In Chapter 3, Li, Liu, and Zhou utilize the synthetic control approach to assess the impact of WTO membership on China’s economic growth. Specifically, the authors construct two control groups, including both donor pool A which consists of 9 economies that acceded to the WTO at least 5 years later than China, and donor pool B which includes 12 economies with similar WTO accession dates as China. This identification strategy enables the authors to address the counterfactual of what would have been the growth trajectory of China’s economy in the absence of WTO membership and to assess the degree to which China’s post-WTO growth is exceptional. The findings suggest that WTO membership has had a positive effect on China’s economic growth, an effect that has become especially pronounced within ten years of accession.
The next three chapters in the second part further illuminate the “two-way socialization” between China and the WTO. Yu (Chapter 4) focuses on the interactions between the WTO and China’s IPR regime. He details early efforts adopted by the Chinese government to bring its IPR regulations in line with the requirements of the WTO’s TRIPS agreement. He further suggests that although Beijing’s more recent IPR reforms were mainly motivated by a desire to promote indigenous innovation rather than responses to external pressure, it is not clear whether these improvements would have been possible within a short span of a decade in the absence of the positive incentives generated by the TRIPS agreement. This chapter additionally identifies areas in which progress in China’s IPR protection has in turn positively affected developments within the global IPR regime, thus shedding light on the mutually reinforcing effects between China’s domestic IPR landscape and global IPR norms.

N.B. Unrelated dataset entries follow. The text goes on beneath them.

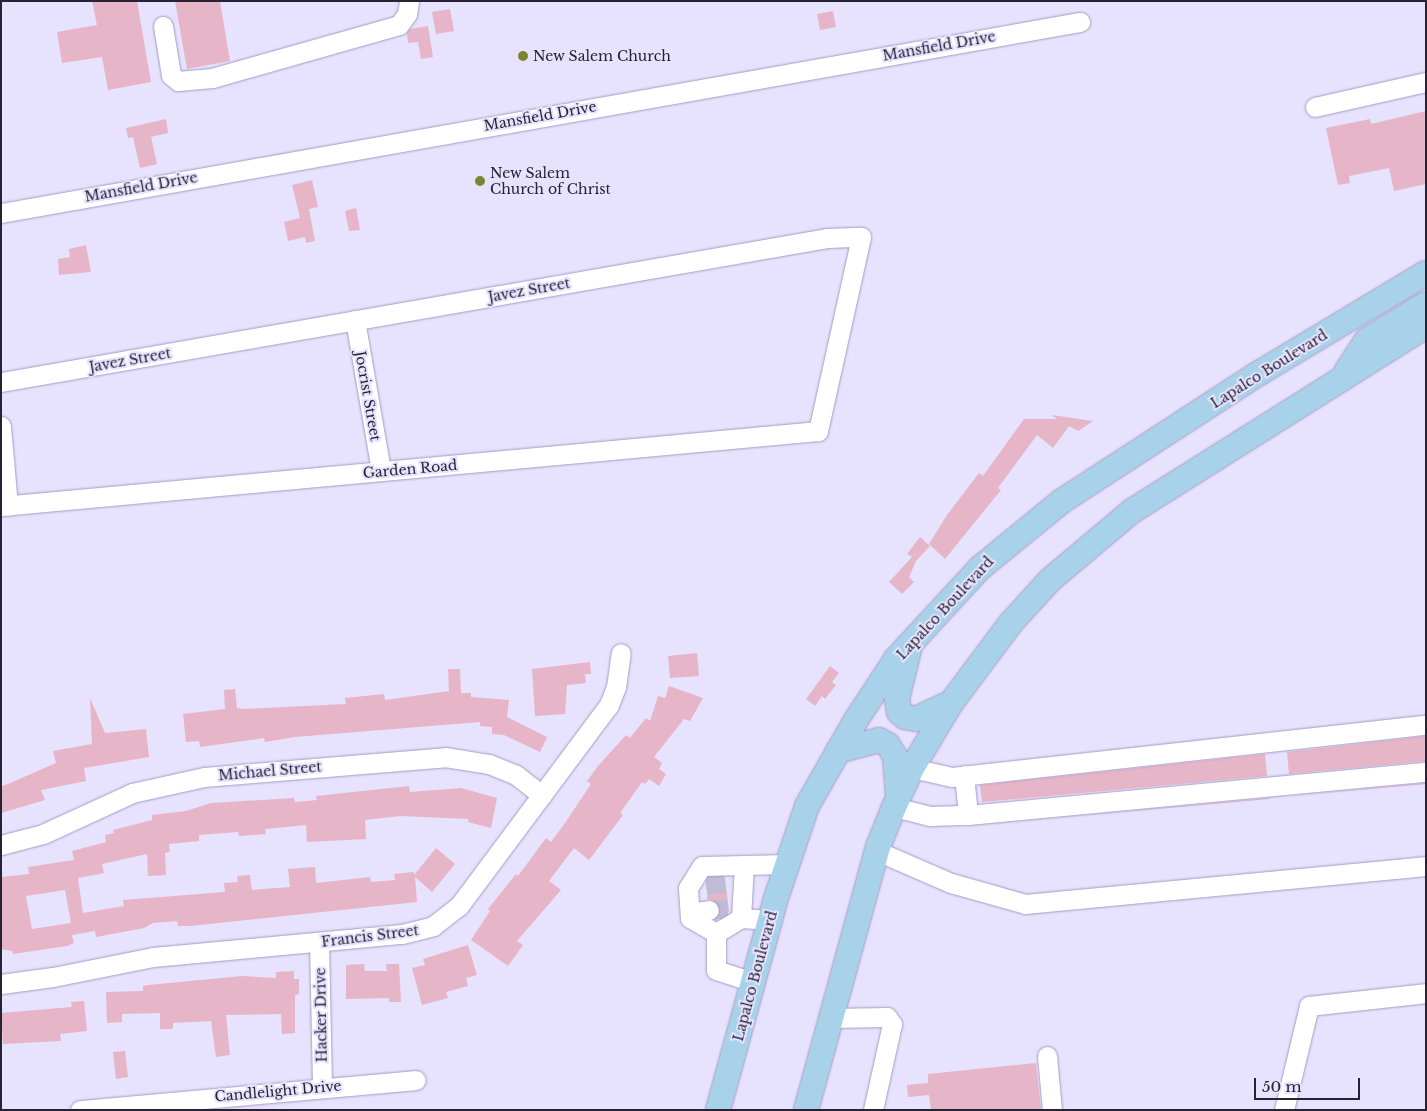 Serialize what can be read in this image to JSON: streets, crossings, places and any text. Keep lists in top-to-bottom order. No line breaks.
{"streets":{"main road":["Lapalco Boulevard"],"street":["Mansfield Drive","Javez Street","Jocrist Street","Garden Road","Michael Street","Francis Street","Hacker Drive","Candlelight Drive"]},"crossings":[["Javez Street","Jocrist Street"],["Javez Street","Garden Road"],["Jocrist Street","Garden Road"],["Michael Street","Francis Street"],["Francis Street","Hacker Drive"],["Hacker Drive","Candlelight Drive"]],"places":["New Salem Church","New Salem Church of Christ"],"scale_bar":"50 m"} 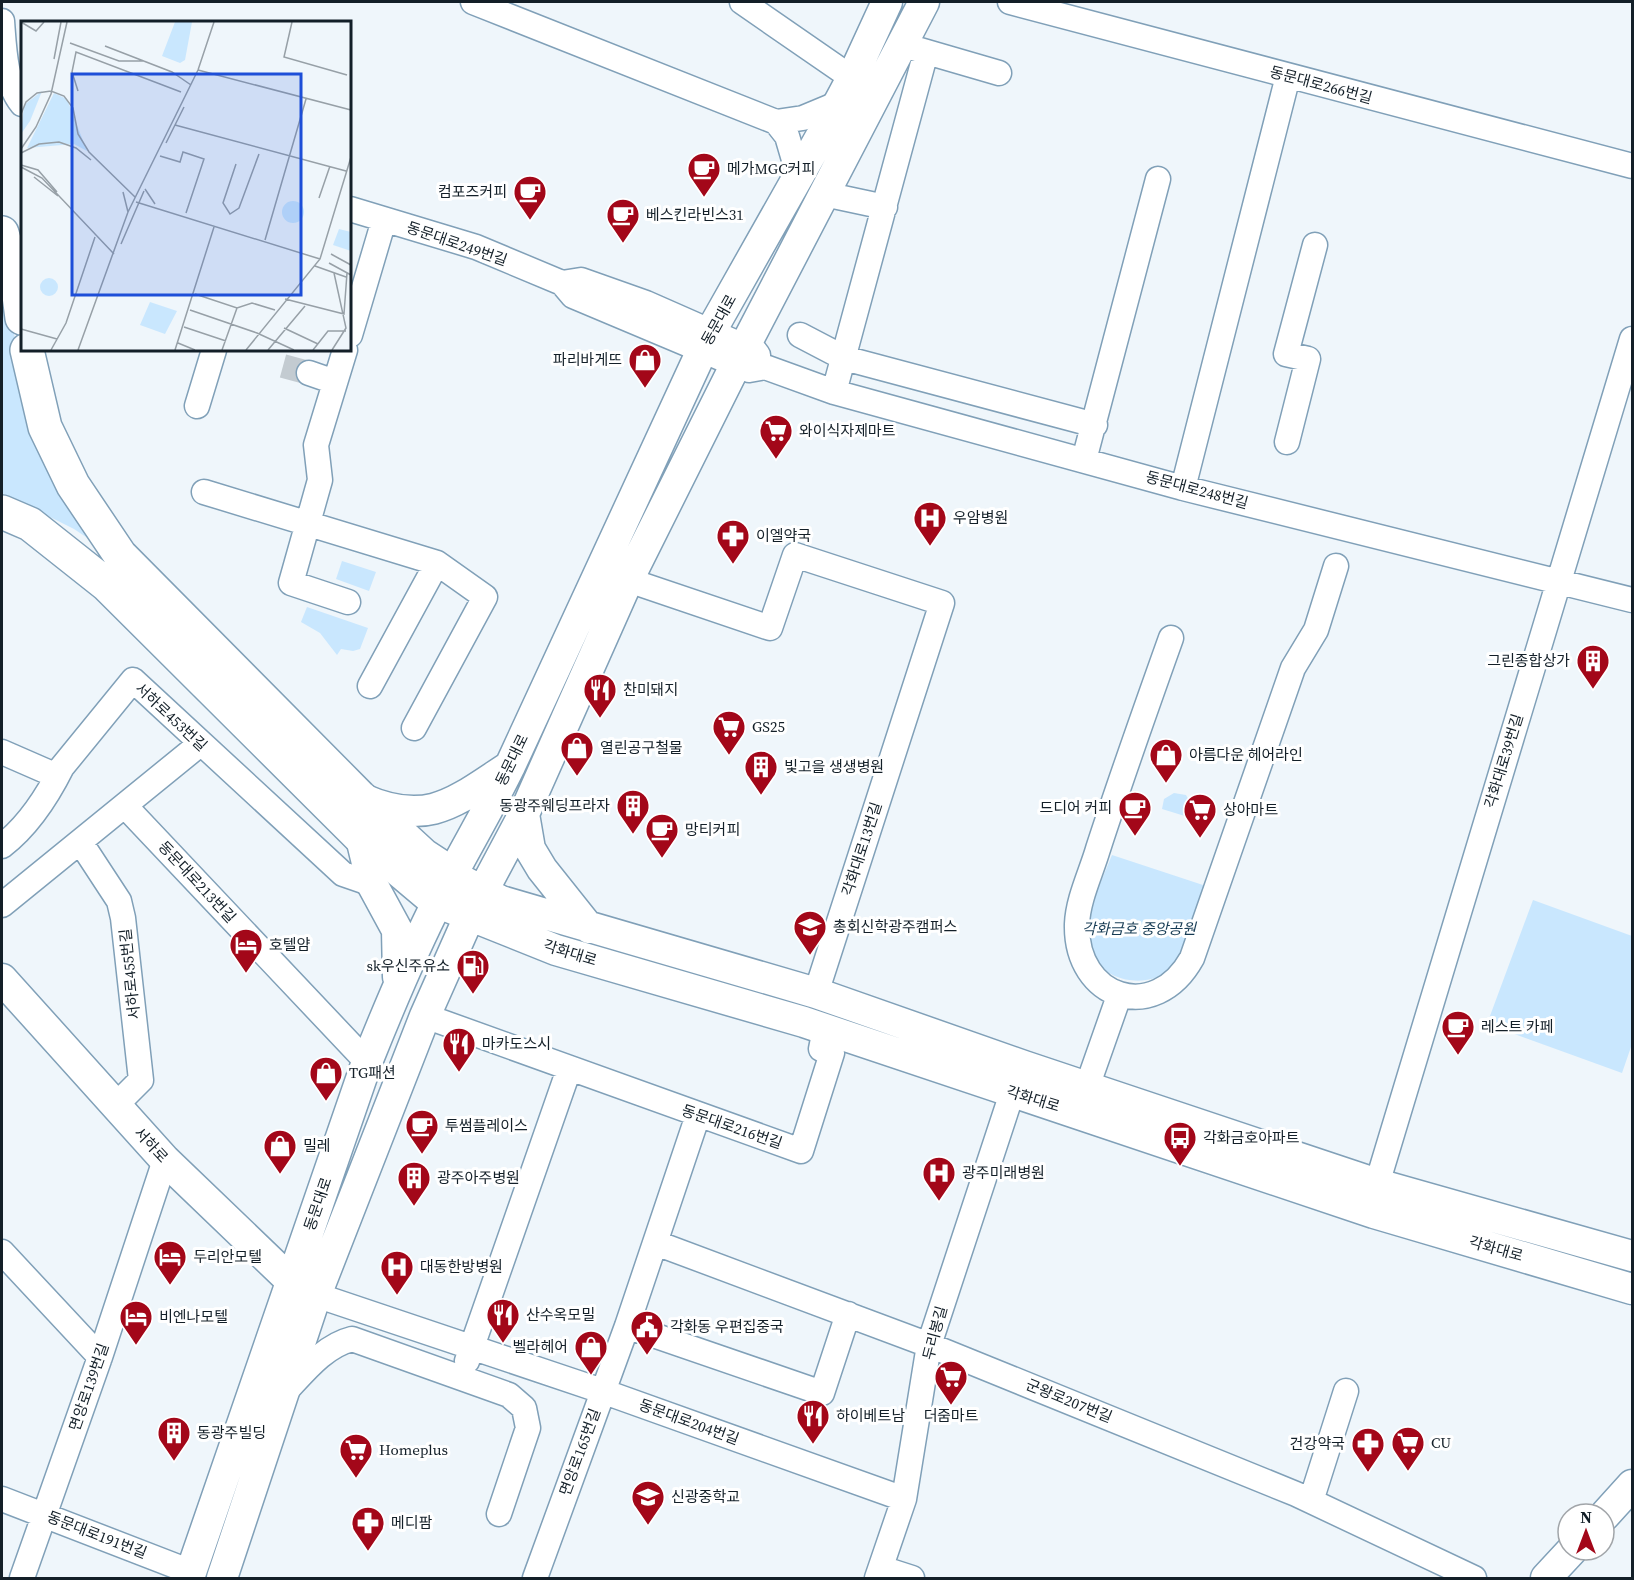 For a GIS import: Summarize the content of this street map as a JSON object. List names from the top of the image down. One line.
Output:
{"streets":{"main road":["동문대로","각화대로","서하로"],"street":["동문대로266번길","동문대로249번길","동문대로248번길","서하로453번길","각화대로39번길","각화대로13번길","동문대로213번길","서하로455번길","동문대로216번길","두리봉길","면앙로139번길","군왕로207번길","동문대로204번길","면앙로165번길","동문대로191번길"]},"crossings":[["동문대로249번길","동문대로"],["동문대로249번길","동문대로248번길"],["동문대로","동문대로248번길"],["동문대로","각화대로13번길"],["동문대로","동문대로213번길"],["동문대로","각화대로"],["동문대로","동문대로216번길"],["동문대로","서하로"],["동문대로","동문대로204번길"],["동문대로","동문대로191번길"],["동문대로248번길","각화대로39번길"],["각화대로39번길","각화대로"],["각화대로13번길","각화대로"],["각화대로","동문대로216번길"],["각화대로","두리봉길"],["서하로455번길","서하로"],["동문대로216번길","면앙로165번길"],["서하로","면앙로139번길"],["서하로","동문대로204번길"],["두리봉길","군왕로207번길"],["두리봉길","동문대로204번길"],["면앙로139번길","동문대로191번길"],["군왕로207번길","면앙로165번길"],["동문대로204번길","면앙로165번길"]],"parks":["각화금호 중앙공원"],"places":{"cafe":["메가MGC커피","컴포즈커피","베스킨라빈스31","드디어 커피","망티커피","레스트 카페","투썸플레이스"],"shop":["파리바게뜨","열린공구철물","아름다운 헤어라인","TG패션","밀레","벨라헤어"],"supermarket":["와이식자제마트","GS25","상아마트","더줌마트","CU","Homeplus"],"hospital":["우암병원","광주미래병원","대동한방병원"],"pharmacy":["이엘약국","건강약국","메디팜"],"building":["그린종합상가","빛고을 생생병원","동광주웨딩프라자","광주아주병원","동광주빌딩"],"restaurant":["찬미돼지","마카도스시","산수옥모밀","하이베트남"],"school or university":["총회신학광주캠퍼스","신광중학교"],"hotel":["호텔얌","두리안모텔","비엔나모텔"],"fuel station":["sk우신주유소"],"bus stop":["각화금호아파트"],"public building":["각화동 우편집중국"]},"north":"top"} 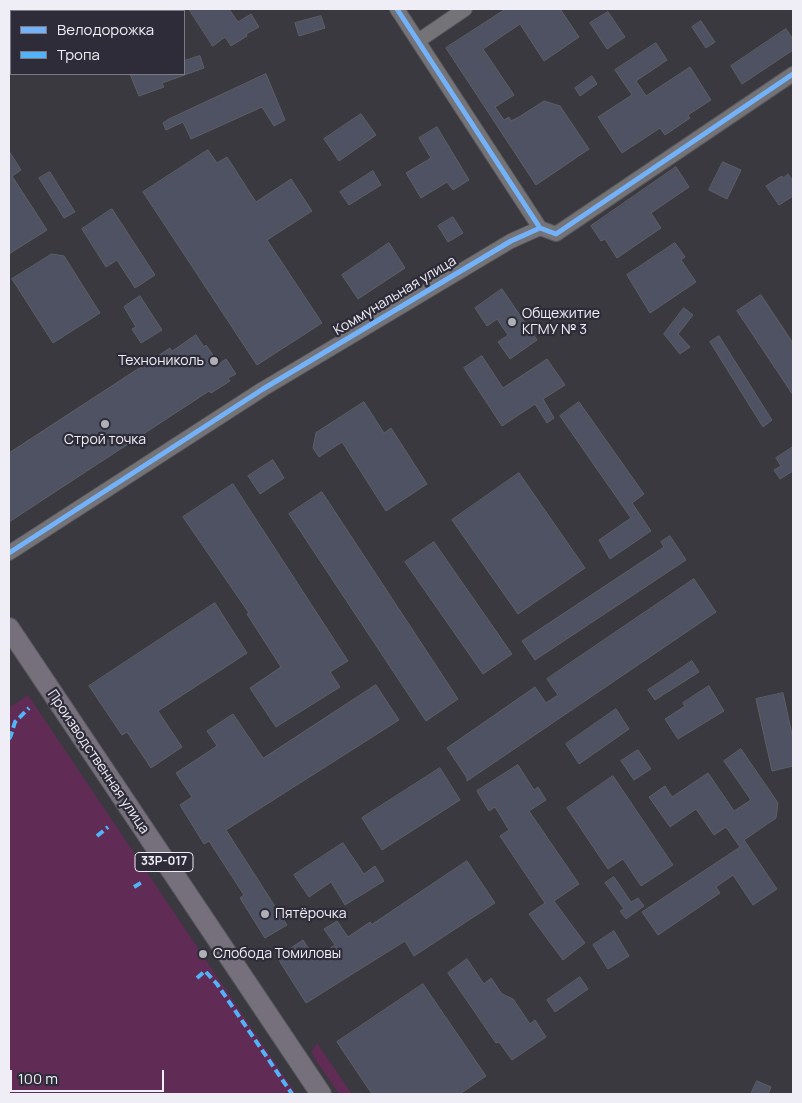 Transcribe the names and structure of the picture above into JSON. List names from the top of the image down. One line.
{"streets":{"highway":["Производственная улица","33Р-017"],"street":["Коммунальная улица"]},"places":["Общежитие КГМУ № 3","Технониколь","Строй точка","Пятёрочка","Слобода Томиловы"],"legend":["Велодорожка","Тропа"],"scale_bar":"100 m"} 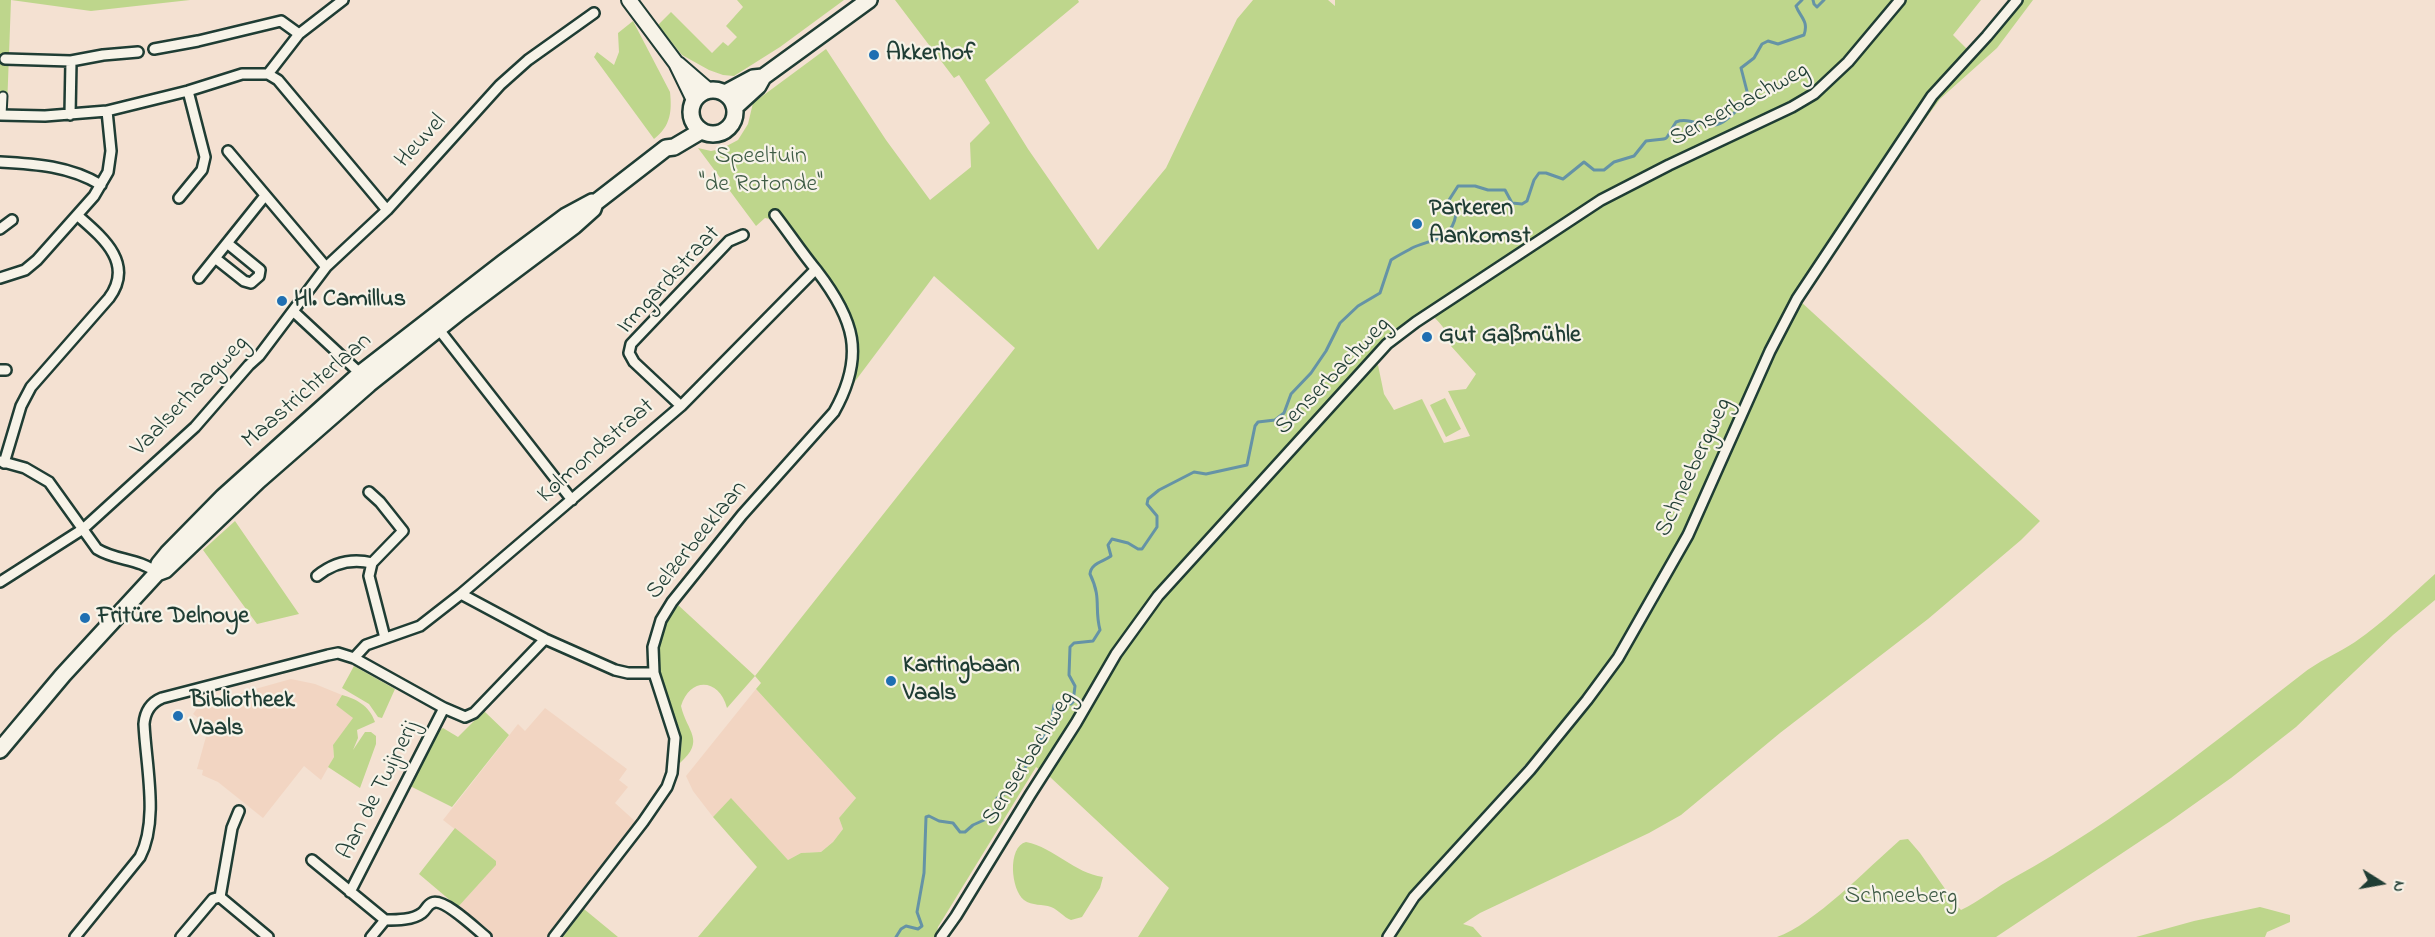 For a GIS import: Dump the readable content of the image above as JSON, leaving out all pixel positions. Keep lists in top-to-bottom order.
{
  "streets": {
    "main road": ["Maastrichterlaan"],
    "street": [
      "Senserbachweg",
      "Heuvel",
      "Irmgardstraat",
      "Vaalserhaagweg",
      "Kolmondstraat",
      "Schneebergweg",
      "Selzerbeeklaan",
      "Aan de Twijnerij"
    ]
  },
  "crossings": [
    ["Heuvel", "Vaalserhaagweg"],
    ["Irmgardstraat", "Kolmondstraat"],
    ["Kolmondstraat", "Selzerbeeklaan"]
  ],
  "parks": ["Speeltuin \"de Rotonde\"", "Schneeberg"],
  "places": [
    "Akkerhof",
    "Parkeren Aankomst",
    "Hl. Camillus",
    "Gut Gaßmühle",
    "Fritüre Delnoye",
    "Kartingbaan Vaals",
    "Bibliotheek Vaals"
  ],
  "north": "right"
}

China’s WTO membership has also raised questions about the compatibility between its domestic legal system and the rules-based WTO system. Aldonas tackles this question in Chapter 5, documenting both the progress of and impediments to the development of the rule of law in China since its initial accession and their implications for the country’s WTO compliance. The chapter further assesses the potential for using claims of non-violation nullification and impairment to address trade concerns with China to not only induce Chinese compliance with “the letter of law,” but also ensure that Beijing meets the expectations of WTO members regarding the benefits of its membership. Similar to the Yu chapter, this chapter provides a good illustration of the “two-way socialization” involving the role of WTO jurisprudence in affecting legal changes in China, on the one hand, and the effect of domestic reforms in China on its WTO compliance, on the other.
In Chapter 6, Glauber turns to an examination of the impact of China’s WTO accession on global agricultural trade. In addition to providing an overview of the evolution of China’s agricultural trade in the two decades since its accession, this chapter highlights the tensions between Chinese government policies designed to support the agriculture sector such as domestic support and export restrictions on the one hand and WTO disciplines on the other, noting in particular the challenges that recent WTO disputes involving agricultural and food products have presented to China’s compliance with WTO trade rules. The chapter concludes by documenting the disruptions that the US-China trade war has generated for trade patterns and discussing the outlook of China’s agricultural trade and trade policy.
Bogdanova and Wang analyze in Chapter 7 China’s use of export restrictions in the period from 2001 to 2021. They suggest that, during this period, China’s approach has shifted from the elimination of export restrictions before and immediately after joining the WTO, to the selective use of export restrictions for domestic policy reasons until 2016, and finally to the strategic use of export restrictions as an instrument of geopolitical competition in more recent years. The chapter discusses the economic and political reasons for the shift and the consistency of the measures under WTO law and concludes with thoughts on the broader implications of such measures for the future of the multilateral trading system.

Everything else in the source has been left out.